20 years from now, who knows if she'll remember me. Or how much time we spent learning about the numbers five and ten. Or how great my learning targets were or how well I differentiated my lessons. But maybe, just maybe she'll remember the day we threw her a birthday party.

To all of you who spend your own money on your class, who take time outside of work to plan great lessons and exciting activities, whose Lakeshore and ABC Zone and Discount School Supply bills are 10 times higher than what you can write off on your taxes...remember this. The money that you spend is trivial, but the impact that you make on that child's life is priceless.

Tuesday, August 27, 2013

Crazy PD lovers

I was just reading this adorable blog called mybilingualclassroom and the author said something interesting: "I'm crazy. I actually like PD." It was kind of funny that I read this today because I was recently re-reading Harry Wong's book The First Days of School and he talks about how great teachers like meetings and don't complain about or get annoyed by them.

I happen to work in a district where we have meetings all the time. We do an incredible amount of meeting and PD-ing and training and clustering and PLC-ing and focus-grouping and session-ing and whatnot. The sheer number of hours we spend in meetings would probably blow my mind if I actually counted.

Anyway, I'm writing about it because I just read that blog and the book, and also I just spent 6 days (yep, our workshop week was a day longer this year) attending meetings and trainings and related things. And I can say with confidence that teachers do not actually hate meetings, and we do not hate being professionally developed. (WHAT?! SHOCKING!! You don't believe me? Well I'll explain to you why I'm right in a minute.)

Think about it: teaching is a job where you get paid to talk all day. Also, most teachers are women, and women (stereotypically, anyway) really like talking, especially to each other. So if you think about it, meetings are times when people who like talking sit around and talk to each other about things. And yet...they make so many teachers feel like this:




Why is that, you ask? Well, I'll tell you.

What bothers us isn't the existence of the meeting. What bothers us isn't the new learning. What bothers us is inefficiency. I imagine this is true in any industry and/or company, but it's especially true for teachers (I say that because I am one). Sometimes meetings are longer than they need to be for you to learn the information or finish the conversation. Sometimes the information isn't new or isn't differentiated enough to be meaningful to you. Sometimes you spend a lot of time doing independent reading of an article or a teacher guide or a book excerpt and not enough time discussing and applying and planning. Sometimes it's summer and you really just wish you were at the beach. And sometimes (or most of the time), you're thinking about how much needs to be done in your classroom, and you can hear the mental clock tick-tick-ticking as your shape-cutting and pencil-sharpening, and crayon-picking-up and book-choosing and lesson-planning and flipchart-creating time float away. And when those things happen, you get tired. And cranky. And hungry. And distracted. And hot (especially if the building doesn't have air conditioning).
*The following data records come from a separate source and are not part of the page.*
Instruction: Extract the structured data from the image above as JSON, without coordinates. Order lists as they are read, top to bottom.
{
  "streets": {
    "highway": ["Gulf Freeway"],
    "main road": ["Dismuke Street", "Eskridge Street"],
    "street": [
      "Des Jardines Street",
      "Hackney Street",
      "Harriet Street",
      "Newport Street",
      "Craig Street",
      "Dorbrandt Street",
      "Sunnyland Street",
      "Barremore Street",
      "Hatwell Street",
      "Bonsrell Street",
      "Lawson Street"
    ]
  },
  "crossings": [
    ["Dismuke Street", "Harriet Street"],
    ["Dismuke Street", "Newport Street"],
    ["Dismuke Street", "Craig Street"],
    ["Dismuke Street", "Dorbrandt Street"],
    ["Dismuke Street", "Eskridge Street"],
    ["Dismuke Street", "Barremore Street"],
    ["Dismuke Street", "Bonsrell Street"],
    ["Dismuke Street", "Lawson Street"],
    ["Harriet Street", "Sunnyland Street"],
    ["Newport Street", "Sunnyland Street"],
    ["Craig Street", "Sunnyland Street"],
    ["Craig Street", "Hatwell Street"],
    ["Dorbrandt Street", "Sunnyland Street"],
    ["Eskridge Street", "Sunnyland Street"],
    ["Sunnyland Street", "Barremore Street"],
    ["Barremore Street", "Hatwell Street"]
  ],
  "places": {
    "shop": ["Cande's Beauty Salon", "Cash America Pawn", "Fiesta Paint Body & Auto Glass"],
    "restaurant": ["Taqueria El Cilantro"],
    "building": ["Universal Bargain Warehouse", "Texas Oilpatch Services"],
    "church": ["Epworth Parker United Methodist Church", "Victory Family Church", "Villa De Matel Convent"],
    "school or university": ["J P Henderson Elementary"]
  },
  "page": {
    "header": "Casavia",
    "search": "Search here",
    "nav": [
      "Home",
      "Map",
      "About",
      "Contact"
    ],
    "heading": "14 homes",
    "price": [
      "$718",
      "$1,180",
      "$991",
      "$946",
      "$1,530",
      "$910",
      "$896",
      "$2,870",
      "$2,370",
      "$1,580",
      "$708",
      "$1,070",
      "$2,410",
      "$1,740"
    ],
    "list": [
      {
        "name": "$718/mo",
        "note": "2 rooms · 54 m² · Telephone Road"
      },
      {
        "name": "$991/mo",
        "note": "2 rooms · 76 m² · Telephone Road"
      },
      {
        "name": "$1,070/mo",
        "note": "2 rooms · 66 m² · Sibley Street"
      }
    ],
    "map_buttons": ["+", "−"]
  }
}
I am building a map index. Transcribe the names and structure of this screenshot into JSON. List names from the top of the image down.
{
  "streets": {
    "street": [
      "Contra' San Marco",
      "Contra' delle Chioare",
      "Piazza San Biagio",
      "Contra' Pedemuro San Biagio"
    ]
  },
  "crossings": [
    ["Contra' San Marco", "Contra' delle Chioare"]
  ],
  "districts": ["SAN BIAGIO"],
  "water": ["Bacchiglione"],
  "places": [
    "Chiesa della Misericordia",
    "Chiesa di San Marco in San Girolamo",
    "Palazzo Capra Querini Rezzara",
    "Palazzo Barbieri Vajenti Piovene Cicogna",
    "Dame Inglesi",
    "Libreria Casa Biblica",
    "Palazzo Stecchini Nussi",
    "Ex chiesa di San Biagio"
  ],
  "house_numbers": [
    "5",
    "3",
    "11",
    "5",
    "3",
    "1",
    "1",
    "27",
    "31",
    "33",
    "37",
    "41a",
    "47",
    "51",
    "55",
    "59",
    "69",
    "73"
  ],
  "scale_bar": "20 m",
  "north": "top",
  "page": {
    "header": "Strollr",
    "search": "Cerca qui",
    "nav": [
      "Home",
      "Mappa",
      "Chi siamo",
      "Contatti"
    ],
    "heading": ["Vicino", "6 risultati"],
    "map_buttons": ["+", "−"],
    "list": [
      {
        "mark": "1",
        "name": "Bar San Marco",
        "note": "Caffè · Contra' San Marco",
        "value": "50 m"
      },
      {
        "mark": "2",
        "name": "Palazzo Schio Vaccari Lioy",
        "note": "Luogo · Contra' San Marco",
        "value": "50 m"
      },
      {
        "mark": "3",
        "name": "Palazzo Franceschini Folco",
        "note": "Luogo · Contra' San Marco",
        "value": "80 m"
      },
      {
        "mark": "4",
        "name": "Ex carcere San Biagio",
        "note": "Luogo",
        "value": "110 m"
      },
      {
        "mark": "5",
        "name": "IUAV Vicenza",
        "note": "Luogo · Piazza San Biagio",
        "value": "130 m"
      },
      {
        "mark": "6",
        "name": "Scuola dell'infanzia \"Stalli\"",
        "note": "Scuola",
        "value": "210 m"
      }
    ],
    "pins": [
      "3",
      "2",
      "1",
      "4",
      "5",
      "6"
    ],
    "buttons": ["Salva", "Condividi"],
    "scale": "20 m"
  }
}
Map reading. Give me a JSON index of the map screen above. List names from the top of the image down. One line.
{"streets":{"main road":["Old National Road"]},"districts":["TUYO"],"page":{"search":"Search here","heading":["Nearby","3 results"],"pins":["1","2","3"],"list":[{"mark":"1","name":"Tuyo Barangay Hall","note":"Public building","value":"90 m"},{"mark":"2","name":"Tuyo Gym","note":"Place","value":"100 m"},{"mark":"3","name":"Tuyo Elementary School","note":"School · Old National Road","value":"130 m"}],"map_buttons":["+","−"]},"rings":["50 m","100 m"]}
We don't hate meetings. We don't hate PD. We like accomplishing things, and we love to learn. (I mean, we're educators, aren't we? Learning is what we do.) So when you have a really good session or a really helpful training (like one I went to last Friday) or a really meaningful discussion or a great opportunity to apply new information, or just a really productive conversation that ends when it's done (and not at an arbitrary scheduled time), it's like a breath of fresh air. And you leave better for it.

I'm back!

Oh man, it's been so long! I am happy to be back at school. I only had ONE back to school nightmare this year, so I'm getting better... the weird thing is, even though I stopped dreaming about sleeping in and forgetting to go to work and leaving my precious darlings teacher-less for a whole hour on the first day of school (I feel like First Day Jitters was written about me!), I've still been having weird dreams this whole month.

I dreamed about massive insects running around my house. With shoes on. On the walls.

I dreamed about my coworker, though I can't remember what she was doing.

I dreamed about more weird bugs. Possibly in my classroom.

Maybe I should lay off the sushi and ice cream?

Happy school year!

If you tell a kid a story...

If you make up stuff when talking to your students, don't forget to make up an explanation to go with it.

One of the things that I love about first grade is that I can spend the entire day saying totally ridiculous things and my kids ALWAYS go along with it. Every inanimate object is animate, superheroes hang out in our classroom when they are at home, and Ms. M is over 100 years old. (Okay, they sometimes question that last one.) The problem is that sometimes they ask me why things are they way they are (in my invented first grade world), and then I have to come up with an explanation that logically follows the thing I just made up that I hadn't intended to explain (oops).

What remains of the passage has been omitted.